--- Source material Enclosed Below ---

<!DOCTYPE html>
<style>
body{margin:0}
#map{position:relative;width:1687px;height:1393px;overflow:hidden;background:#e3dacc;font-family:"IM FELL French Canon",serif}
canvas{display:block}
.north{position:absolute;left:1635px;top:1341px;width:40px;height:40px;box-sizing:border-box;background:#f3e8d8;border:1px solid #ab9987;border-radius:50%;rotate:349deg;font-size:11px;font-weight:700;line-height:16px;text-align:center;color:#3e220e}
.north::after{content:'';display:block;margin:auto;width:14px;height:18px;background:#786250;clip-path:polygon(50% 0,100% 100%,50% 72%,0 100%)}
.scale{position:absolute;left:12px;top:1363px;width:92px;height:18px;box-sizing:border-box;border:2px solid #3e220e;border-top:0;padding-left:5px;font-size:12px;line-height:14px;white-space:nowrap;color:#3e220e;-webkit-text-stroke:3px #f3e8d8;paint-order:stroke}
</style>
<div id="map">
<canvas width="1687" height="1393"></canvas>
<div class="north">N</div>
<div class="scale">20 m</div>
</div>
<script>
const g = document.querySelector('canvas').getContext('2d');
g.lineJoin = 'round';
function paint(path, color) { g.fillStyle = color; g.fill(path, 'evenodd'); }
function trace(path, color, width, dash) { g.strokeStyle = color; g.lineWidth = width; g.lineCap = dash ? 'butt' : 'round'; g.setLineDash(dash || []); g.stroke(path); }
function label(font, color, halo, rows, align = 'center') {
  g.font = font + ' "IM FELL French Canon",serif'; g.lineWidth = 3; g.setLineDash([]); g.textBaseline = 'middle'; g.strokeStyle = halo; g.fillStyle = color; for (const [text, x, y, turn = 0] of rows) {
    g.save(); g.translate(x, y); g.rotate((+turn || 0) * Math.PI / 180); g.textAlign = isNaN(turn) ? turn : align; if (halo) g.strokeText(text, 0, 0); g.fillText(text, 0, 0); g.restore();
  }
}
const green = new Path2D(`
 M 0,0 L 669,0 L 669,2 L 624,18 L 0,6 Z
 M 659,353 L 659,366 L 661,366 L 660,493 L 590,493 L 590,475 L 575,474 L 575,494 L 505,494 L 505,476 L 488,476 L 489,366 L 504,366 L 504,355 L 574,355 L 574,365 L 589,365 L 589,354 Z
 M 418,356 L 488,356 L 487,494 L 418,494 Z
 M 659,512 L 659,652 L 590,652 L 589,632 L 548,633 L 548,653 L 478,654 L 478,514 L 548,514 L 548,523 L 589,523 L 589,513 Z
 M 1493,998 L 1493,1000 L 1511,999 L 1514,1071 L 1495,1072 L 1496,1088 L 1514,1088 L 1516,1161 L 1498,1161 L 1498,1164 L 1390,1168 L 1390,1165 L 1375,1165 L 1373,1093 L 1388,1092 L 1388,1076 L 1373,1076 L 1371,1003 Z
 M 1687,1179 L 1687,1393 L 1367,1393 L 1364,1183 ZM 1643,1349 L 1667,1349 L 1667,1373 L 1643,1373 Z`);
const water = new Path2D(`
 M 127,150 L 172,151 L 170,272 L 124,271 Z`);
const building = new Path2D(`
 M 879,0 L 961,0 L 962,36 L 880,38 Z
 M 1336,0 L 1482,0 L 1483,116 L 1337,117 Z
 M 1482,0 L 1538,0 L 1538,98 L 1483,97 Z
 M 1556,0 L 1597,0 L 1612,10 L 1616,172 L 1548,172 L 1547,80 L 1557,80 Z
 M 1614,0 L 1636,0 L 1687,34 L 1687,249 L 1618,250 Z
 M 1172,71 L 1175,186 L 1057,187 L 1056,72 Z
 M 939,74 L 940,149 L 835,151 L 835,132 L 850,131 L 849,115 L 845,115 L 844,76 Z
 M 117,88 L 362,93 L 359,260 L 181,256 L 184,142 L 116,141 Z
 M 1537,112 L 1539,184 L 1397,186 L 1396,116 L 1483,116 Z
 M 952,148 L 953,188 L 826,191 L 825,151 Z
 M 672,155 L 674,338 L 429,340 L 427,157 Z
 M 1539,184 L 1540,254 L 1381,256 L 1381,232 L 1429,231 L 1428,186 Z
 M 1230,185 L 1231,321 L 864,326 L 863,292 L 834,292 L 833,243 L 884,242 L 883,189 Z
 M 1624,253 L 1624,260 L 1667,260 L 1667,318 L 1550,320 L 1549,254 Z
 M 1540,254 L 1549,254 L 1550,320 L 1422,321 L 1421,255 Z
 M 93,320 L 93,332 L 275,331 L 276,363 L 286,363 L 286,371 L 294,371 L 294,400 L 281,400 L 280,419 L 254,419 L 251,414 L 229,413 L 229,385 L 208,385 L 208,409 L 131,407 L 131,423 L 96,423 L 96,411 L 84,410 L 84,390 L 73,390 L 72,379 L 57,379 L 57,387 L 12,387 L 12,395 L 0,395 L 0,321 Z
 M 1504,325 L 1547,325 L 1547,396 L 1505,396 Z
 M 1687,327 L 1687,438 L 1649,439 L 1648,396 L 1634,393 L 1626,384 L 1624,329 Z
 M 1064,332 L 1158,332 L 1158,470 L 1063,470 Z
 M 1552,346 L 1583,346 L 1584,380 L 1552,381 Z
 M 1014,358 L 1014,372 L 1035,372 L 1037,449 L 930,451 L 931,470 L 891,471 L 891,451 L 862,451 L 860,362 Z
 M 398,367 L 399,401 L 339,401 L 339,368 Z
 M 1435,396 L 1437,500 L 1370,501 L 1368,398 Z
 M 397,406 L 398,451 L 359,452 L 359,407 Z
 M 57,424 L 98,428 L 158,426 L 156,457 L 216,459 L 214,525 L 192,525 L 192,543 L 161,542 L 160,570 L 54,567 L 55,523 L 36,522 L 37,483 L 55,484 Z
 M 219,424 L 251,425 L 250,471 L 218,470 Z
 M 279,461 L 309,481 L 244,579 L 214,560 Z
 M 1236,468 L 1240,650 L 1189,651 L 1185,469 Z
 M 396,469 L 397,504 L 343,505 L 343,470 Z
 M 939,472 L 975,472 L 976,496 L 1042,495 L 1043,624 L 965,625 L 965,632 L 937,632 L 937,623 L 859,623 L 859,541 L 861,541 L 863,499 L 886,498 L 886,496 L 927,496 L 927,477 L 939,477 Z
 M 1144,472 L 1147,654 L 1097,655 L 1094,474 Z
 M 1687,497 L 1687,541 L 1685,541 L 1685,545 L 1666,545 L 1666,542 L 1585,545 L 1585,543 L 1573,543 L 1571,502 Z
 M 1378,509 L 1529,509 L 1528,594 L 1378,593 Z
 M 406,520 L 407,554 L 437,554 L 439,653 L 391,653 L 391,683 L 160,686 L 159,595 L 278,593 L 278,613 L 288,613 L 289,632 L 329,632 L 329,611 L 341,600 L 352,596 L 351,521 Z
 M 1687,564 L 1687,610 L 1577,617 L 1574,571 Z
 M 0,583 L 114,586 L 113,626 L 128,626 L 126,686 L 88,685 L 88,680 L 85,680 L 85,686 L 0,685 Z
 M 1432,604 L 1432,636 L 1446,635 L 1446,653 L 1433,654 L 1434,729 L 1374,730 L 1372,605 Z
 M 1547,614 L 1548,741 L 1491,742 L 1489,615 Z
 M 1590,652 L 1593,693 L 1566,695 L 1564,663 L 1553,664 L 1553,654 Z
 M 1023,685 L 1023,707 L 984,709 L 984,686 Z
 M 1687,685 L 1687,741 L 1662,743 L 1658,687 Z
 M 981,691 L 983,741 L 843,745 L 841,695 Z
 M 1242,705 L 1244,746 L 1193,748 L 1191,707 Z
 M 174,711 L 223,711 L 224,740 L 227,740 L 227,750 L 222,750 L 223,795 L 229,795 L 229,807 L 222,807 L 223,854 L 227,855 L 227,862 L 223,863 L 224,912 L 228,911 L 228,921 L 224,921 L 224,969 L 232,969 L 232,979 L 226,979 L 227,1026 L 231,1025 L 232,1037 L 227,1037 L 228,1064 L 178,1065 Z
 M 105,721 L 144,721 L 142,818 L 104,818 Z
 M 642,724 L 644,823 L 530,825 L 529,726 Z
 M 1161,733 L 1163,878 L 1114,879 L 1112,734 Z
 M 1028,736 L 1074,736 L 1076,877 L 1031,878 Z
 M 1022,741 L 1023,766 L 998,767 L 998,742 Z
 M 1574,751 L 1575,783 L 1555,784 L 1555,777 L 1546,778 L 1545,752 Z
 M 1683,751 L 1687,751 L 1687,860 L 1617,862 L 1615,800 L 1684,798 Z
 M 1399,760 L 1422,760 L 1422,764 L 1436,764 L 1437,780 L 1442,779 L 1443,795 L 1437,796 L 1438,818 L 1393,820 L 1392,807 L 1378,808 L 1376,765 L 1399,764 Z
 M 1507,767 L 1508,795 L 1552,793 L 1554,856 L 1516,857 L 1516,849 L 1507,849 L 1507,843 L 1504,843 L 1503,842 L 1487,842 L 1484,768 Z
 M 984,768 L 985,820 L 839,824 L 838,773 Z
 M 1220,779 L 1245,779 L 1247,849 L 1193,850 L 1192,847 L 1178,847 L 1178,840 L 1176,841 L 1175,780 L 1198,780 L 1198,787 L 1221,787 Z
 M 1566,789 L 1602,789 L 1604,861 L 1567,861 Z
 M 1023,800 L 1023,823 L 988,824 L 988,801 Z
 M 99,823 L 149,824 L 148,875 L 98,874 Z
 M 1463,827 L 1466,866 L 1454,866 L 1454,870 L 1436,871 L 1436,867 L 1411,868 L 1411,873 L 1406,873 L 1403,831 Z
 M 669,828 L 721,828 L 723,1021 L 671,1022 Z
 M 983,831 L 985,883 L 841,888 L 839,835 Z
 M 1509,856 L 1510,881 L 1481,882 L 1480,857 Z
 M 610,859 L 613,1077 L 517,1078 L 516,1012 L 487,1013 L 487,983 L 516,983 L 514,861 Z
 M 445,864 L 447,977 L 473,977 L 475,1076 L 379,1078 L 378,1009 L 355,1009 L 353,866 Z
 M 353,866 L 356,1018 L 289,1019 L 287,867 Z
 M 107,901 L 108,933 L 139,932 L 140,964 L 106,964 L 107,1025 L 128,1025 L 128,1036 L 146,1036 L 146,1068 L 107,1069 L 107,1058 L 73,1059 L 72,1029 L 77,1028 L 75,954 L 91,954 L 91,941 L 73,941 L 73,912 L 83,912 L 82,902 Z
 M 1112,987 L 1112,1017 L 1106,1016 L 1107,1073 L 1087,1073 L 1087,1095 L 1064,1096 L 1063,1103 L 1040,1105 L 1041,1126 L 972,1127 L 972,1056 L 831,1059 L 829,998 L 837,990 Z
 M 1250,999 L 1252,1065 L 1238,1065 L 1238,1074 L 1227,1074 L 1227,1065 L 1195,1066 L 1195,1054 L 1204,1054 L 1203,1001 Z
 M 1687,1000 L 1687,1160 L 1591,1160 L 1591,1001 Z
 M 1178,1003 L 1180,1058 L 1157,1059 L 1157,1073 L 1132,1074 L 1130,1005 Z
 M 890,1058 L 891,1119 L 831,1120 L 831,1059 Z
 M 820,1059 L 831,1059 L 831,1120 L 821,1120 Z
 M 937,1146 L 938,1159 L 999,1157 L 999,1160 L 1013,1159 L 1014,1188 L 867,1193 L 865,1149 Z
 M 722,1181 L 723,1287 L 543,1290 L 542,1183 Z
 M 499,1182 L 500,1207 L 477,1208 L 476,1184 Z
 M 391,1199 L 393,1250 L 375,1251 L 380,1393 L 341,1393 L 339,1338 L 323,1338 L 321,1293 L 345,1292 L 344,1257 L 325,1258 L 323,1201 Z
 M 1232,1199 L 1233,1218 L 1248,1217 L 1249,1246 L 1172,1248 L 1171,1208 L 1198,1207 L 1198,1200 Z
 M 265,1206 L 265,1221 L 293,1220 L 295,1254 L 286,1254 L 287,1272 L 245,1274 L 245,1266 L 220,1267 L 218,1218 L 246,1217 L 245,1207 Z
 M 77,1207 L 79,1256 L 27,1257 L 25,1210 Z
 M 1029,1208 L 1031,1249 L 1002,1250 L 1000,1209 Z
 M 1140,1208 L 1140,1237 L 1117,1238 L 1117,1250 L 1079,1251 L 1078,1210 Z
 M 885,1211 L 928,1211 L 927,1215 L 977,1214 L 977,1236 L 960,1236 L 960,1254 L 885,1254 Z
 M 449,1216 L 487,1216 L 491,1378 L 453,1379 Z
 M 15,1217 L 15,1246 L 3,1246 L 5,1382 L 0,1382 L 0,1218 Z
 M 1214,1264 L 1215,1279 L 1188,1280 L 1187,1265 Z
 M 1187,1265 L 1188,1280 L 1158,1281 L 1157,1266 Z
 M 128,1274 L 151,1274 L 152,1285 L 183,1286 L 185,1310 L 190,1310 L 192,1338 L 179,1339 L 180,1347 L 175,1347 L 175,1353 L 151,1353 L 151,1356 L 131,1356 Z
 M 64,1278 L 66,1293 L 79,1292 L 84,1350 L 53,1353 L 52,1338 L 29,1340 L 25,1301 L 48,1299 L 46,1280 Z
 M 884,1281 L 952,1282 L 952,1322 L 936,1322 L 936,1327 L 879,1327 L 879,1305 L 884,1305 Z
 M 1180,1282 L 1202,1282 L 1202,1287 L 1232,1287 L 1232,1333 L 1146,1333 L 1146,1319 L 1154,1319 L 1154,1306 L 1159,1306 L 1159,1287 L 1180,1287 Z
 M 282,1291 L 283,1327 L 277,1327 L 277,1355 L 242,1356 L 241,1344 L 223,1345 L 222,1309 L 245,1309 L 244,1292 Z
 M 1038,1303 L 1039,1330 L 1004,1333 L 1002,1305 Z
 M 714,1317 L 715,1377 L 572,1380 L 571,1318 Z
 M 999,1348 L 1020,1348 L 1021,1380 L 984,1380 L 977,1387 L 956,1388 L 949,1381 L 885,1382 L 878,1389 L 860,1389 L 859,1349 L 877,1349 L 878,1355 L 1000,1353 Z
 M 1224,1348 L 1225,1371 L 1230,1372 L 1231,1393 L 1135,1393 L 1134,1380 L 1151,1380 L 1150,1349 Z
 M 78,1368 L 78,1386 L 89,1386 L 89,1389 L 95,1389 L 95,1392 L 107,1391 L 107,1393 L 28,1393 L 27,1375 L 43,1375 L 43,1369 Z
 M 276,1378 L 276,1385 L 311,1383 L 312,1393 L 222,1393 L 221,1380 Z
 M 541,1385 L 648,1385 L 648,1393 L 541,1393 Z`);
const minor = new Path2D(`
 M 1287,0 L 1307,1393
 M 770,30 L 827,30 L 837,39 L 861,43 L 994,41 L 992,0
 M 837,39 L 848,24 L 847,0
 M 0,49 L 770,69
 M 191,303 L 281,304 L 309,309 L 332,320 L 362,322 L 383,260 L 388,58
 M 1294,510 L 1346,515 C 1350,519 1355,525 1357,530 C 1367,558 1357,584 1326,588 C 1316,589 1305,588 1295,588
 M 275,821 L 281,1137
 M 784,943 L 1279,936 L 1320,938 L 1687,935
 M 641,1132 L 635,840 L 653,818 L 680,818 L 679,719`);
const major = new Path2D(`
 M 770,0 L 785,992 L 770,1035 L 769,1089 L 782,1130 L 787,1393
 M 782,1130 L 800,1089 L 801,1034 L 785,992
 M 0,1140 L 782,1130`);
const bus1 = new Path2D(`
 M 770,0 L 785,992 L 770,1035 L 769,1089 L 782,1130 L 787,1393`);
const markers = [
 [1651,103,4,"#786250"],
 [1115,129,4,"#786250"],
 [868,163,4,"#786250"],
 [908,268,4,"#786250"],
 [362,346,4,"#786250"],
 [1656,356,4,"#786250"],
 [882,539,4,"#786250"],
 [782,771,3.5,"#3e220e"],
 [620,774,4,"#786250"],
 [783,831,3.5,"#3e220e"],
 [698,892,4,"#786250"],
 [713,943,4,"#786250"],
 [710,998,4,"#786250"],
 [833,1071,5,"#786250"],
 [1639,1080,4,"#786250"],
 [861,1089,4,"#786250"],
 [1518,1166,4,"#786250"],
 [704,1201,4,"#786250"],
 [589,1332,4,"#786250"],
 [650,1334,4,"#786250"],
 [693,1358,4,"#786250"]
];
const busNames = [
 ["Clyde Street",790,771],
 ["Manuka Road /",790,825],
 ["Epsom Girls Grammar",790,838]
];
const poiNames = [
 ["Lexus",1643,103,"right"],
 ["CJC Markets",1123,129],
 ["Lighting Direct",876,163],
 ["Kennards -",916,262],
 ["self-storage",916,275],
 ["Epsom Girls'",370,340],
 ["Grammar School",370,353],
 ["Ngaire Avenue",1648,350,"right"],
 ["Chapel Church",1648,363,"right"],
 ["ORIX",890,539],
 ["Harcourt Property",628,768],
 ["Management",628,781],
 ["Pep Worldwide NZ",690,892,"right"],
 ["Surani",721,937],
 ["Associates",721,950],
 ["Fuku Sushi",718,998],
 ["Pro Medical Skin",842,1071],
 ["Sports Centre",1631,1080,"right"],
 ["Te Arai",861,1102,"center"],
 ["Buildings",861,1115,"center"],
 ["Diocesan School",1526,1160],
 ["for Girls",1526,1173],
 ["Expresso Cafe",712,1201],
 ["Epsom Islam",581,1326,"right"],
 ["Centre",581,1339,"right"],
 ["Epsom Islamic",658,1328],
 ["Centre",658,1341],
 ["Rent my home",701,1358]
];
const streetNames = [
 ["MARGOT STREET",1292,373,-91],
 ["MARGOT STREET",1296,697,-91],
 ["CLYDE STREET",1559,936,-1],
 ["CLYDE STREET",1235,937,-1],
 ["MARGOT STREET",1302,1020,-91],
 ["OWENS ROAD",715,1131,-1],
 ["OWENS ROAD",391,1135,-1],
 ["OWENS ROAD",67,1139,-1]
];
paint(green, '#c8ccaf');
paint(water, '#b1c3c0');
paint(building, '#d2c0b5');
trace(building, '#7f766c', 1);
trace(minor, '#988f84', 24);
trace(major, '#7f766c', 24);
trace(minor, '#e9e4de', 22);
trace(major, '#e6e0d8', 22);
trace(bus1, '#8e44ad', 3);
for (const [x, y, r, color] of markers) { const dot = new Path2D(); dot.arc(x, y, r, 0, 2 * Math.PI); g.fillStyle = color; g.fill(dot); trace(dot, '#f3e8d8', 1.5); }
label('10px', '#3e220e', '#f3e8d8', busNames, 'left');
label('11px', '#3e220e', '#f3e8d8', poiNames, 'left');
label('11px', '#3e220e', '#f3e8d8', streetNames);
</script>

--- End of Enclosed Source material ---

Work to complete:
The lines to show are those in the data above that include "turn".

Result:
  g.font = font + ' "IM FELL French Canon",serif'; g.lineWidth = 3; g.setLineDash([]); g.textBaseline = 'middle'; g.strokeStyle = halo; g.fillStyle = color; for (const [text, x, y, turn = 0] of rows) {
    g.save(); g.translate(x, y); g.rotate((+turn || 0) * Math.PI / 180); g.textAlign = isNaN(turn) ? turn : align; if (halo) g.strokeText(text, 0, 0); g.fillText(text, 0, 0); g.restore();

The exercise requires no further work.